To do:
In the records that follow, find the line with "display:block; font-size:28px; line-height:34px"; from there, retype every line exactly through the line with "display:flex; gap:8px; margin-top:auto;", which also belongs to the answer.

Recorded information:
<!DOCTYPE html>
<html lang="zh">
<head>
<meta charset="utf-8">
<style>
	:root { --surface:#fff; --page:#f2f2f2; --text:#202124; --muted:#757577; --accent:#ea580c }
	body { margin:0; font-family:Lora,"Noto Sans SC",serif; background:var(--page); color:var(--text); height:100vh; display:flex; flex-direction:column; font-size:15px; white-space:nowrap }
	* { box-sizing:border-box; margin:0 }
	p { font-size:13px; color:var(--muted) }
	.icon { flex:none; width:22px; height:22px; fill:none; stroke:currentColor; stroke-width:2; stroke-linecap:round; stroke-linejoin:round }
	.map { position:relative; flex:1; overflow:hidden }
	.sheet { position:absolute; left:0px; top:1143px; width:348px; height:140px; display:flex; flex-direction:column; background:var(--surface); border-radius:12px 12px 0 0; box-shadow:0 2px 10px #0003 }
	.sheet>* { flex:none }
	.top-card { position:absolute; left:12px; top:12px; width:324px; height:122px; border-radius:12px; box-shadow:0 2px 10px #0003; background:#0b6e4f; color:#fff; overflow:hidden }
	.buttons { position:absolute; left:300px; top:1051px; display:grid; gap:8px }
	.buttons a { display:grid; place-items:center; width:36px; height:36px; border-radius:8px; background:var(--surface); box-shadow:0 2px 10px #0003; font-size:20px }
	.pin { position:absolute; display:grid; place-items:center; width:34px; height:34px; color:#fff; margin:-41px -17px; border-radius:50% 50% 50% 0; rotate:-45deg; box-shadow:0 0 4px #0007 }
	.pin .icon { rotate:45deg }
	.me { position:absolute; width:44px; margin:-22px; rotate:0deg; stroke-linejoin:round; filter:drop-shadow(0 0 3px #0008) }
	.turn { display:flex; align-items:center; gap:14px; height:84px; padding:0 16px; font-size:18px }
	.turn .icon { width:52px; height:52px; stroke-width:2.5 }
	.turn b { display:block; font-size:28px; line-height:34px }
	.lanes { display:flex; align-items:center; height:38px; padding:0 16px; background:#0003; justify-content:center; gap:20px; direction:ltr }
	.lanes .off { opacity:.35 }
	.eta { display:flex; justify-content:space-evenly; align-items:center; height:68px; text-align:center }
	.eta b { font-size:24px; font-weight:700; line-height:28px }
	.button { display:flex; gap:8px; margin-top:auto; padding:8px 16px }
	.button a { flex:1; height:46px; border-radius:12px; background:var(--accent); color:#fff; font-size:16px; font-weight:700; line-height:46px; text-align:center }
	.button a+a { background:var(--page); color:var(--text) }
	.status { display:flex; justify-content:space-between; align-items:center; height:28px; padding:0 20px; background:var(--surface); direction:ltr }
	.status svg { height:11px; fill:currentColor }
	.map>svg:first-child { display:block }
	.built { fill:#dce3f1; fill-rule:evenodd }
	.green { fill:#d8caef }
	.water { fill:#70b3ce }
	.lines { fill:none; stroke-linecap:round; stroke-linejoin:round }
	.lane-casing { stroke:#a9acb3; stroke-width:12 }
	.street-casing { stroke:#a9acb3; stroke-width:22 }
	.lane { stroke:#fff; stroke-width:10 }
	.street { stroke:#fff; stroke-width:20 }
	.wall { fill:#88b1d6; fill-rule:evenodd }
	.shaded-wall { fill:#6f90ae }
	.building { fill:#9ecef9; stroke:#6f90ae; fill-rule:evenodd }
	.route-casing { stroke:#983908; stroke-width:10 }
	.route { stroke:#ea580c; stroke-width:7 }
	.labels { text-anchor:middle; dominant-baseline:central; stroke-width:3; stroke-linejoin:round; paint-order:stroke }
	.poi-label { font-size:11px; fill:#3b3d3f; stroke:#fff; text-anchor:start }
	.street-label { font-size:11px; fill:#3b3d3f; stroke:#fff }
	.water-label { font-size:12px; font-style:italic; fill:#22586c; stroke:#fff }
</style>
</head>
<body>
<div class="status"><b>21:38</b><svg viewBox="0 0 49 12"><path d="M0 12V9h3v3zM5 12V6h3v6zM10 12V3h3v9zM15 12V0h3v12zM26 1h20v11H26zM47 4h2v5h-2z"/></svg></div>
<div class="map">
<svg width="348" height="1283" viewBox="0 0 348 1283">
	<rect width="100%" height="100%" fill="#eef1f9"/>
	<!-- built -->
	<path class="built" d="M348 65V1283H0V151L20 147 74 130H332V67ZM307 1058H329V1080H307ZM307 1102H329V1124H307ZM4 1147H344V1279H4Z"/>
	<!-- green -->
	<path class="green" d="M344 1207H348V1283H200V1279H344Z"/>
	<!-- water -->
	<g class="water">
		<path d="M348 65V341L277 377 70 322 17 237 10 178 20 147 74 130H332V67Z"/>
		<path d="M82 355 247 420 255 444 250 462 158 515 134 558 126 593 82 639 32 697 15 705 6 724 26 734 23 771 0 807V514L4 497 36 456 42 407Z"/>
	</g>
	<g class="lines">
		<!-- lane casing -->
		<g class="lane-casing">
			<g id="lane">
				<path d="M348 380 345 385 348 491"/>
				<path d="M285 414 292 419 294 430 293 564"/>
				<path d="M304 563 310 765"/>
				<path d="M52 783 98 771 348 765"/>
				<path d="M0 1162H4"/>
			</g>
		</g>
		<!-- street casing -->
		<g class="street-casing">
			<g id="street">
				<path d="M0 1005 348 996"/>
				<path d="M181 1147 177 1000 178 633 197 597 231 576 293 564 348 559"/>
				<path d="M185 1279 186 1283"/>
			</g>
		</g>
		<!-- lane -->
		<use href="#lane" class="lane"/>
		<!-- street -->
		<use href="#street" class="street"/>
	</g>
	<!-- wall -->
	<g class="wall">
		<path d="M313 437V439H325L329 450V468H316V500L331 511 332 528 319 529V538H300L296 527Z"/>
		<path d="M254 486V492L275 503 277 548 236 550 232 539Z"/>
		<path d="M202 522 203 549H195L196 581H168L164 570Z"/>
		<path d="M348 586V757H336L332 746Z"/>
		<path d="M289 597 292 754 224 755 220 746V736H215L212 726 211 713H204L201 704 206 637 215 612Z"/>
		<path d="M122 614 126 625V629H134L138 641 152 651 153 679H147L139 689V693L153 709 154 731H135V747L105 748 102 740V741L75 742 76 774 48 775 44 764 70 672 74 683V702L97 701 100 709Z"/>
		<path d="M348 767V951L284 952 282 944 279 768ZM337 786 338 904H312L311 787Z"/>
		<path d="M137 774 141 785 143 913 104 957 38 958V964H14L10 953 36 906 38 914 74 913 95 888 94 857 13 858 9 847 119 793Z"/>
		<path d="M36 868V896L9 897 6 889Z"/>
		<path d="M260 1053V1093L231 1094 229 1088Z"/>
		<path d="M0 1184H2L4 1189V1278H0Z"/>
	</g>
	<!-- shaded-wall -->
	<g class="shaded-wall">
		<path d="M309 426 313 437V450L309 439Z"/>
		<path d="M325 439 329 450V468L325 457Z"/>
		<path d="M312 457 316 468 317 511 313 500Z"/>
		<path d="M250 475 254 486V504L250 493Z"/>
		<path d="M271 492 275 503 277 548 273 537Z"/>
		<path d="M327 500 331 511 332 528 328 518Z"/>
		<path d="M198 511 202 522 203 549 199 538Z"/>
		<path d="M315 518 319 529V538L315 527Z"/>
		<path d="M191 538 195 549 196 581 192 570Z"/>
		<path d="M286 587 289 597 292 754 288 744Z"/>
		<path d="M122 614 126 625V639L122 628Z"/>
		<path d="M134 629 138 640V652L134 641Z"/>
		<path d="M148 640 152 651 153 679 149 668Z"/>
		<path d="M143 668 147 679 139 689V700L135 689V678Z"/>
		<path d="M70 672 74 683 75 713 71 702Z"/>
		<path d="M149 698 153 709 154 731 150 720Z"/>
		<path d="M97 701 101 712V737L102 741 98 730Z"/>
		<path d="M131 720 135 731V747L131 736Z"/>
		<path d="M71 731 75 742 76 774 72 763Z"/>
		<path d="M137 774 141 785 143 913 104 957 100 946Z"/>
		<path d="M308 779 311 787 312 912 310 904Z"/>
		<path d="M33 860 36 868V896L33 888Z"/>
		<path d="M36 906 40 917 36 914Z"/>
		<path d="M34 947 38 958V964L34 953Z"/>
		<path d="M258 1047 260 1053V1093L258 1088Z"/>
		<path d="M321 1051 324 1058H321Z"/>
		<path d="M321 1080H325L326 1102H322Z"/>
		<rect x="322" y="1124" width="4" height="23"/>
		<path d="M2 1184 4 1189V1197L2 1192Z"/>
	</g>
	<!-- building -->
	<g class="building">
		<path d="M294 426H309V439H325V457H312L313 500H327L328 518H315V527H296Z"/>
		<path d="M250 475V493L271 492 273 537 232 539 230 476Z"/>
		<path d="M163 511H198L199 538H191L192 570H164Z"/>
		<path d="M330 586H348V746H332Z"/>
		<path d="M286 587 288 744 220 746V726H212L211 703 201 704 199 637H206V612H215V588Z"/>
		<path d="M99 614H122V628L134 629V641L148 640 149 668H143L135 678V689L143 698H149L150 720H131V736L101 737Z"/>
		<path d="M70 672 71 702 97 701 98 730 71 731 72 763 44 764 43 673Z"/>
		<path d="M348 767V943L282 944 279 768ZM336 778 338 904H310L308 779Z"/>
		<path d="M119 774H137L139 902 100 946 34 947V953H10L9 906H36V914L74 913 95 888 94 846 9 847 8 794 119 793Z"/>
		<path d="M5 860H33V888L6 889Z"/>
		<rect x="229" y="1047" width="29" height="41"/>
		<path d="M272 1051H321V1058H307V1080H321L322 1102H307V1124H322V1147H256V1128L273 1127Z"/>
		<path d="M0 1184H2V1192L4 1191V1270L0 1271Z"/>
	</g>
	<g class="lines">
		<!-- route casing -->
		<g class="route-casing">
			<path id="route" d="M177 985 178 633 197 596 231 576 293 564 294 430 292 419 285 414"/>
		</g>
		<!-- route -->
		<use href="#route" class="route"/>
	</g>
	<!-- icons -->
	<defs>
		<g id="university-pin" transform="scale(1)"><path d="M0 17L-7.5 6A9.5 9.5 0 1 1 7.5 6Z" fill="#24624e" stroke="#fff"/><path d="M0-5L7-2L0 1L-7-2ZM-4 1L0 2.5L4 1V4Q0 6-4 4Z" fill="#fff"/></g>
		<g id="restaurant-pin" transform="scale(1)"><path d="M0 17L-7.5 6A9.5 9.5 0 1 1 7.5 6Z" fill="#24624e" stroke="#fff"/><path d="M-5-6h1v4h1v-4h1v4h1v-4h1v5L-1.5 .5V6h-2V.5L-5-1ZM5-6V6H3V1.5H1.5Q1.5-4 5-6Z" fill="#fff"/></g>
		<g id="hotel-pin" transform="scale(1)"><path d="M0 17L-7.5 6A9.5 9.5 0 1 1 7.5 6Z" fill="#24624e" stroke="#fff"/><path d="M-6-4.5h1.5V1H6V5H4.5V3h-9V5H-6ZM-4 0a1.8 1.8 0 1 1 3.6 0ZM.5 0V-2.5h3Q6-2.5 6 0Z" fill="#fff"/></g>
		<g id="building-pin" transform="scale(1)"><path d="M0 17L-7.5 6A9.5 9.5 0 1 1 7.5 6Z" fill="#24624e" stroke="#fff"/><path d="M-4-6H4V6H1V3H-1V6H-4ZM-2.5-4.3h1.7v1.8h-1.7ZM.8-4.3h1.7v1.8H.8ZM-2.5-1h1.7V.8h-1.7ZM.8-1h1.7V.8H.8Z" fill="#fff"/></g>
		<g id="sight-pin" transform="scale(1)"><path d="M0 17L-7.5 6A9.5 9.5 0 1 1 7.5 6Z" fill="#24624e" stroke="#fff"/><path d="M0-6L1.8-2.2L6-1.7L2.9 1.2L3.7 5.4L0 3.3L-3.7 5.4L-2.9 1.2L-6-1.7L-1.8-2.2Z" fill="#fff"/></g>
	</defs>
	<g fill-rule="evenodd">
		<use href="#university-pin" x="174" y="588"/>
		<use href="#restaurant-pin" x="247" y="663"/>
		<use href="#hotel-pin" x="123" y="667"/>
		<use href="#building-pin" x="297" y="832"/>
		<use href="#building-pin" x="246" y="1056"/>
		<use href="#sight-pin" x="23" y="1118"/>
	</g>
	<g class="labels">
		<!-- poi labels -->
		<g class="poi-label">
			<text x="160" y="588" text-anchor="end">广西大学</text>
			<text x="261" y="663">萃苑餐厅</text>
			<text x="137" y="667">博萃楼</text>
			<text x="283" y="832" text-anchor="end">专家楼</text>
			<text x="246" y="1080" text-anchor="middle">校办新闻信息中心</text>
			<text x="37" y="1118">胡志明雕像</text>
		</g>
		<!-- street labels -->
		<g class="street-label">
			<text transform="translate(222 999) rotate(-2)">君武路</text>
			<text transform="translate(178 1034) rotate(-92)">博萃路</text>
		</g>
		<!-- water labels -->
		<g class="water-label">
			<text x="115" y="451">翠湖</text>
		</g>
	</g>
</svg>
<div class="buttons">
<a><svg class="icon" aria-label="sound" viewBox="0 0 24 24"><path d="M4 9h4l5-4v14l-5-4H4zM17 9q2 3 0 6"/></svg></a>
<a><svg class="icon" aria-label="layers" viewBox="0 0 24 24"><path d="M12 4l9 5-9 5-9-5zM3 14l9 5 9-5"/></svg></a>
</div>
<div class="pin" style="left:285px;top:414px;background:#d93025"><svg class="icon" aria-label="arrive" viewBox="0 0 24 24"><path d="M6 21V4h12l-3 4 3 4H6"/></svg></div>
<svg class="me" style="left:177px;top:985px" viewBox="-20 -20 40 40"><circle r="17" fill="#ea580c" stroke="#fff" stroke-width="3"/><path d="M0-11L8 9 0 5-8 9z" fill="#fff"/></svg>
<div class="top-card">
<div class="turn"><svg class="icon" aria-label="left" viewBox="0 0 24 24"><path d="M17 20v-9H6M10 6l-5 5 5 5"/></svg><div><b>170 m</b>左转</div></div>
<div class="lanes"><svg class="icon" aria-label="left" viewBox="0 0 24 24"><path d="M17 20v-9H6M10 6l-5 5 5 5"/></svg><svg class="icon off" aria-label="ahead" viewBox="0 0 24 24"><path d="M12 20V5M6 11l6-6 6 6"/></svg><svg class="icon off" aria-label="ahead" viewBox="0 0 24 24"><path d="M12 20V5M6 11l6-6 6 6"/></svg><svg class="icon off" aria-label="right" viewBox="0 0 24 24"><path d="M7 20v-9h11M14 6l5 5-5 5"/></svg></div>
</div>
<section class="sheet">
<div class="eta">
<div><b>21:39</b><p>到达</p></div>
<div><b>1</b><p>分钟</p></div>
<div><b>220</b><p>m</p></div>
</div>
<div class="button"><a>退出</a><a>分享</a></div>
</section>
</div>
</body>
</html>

Output:
	.turn b { display:block; font-size:28px; line-height:34px }
	.lanes { display:flex; align-items:center; height:38px; padding:0 16px; background:#0003; justify-content:center; gap:20px; direction:ltr }
	.lanes .off { opacity:.35 }
	.eta { display:flex; justify-content:space-evenly; align-items:center; height:68px; text-align:center }
	.eta b { font-size:24px; font-weight:700; line-height:28px }
	.button { display:flex; gap:8px; margin-top:auto; padding:8px 16px }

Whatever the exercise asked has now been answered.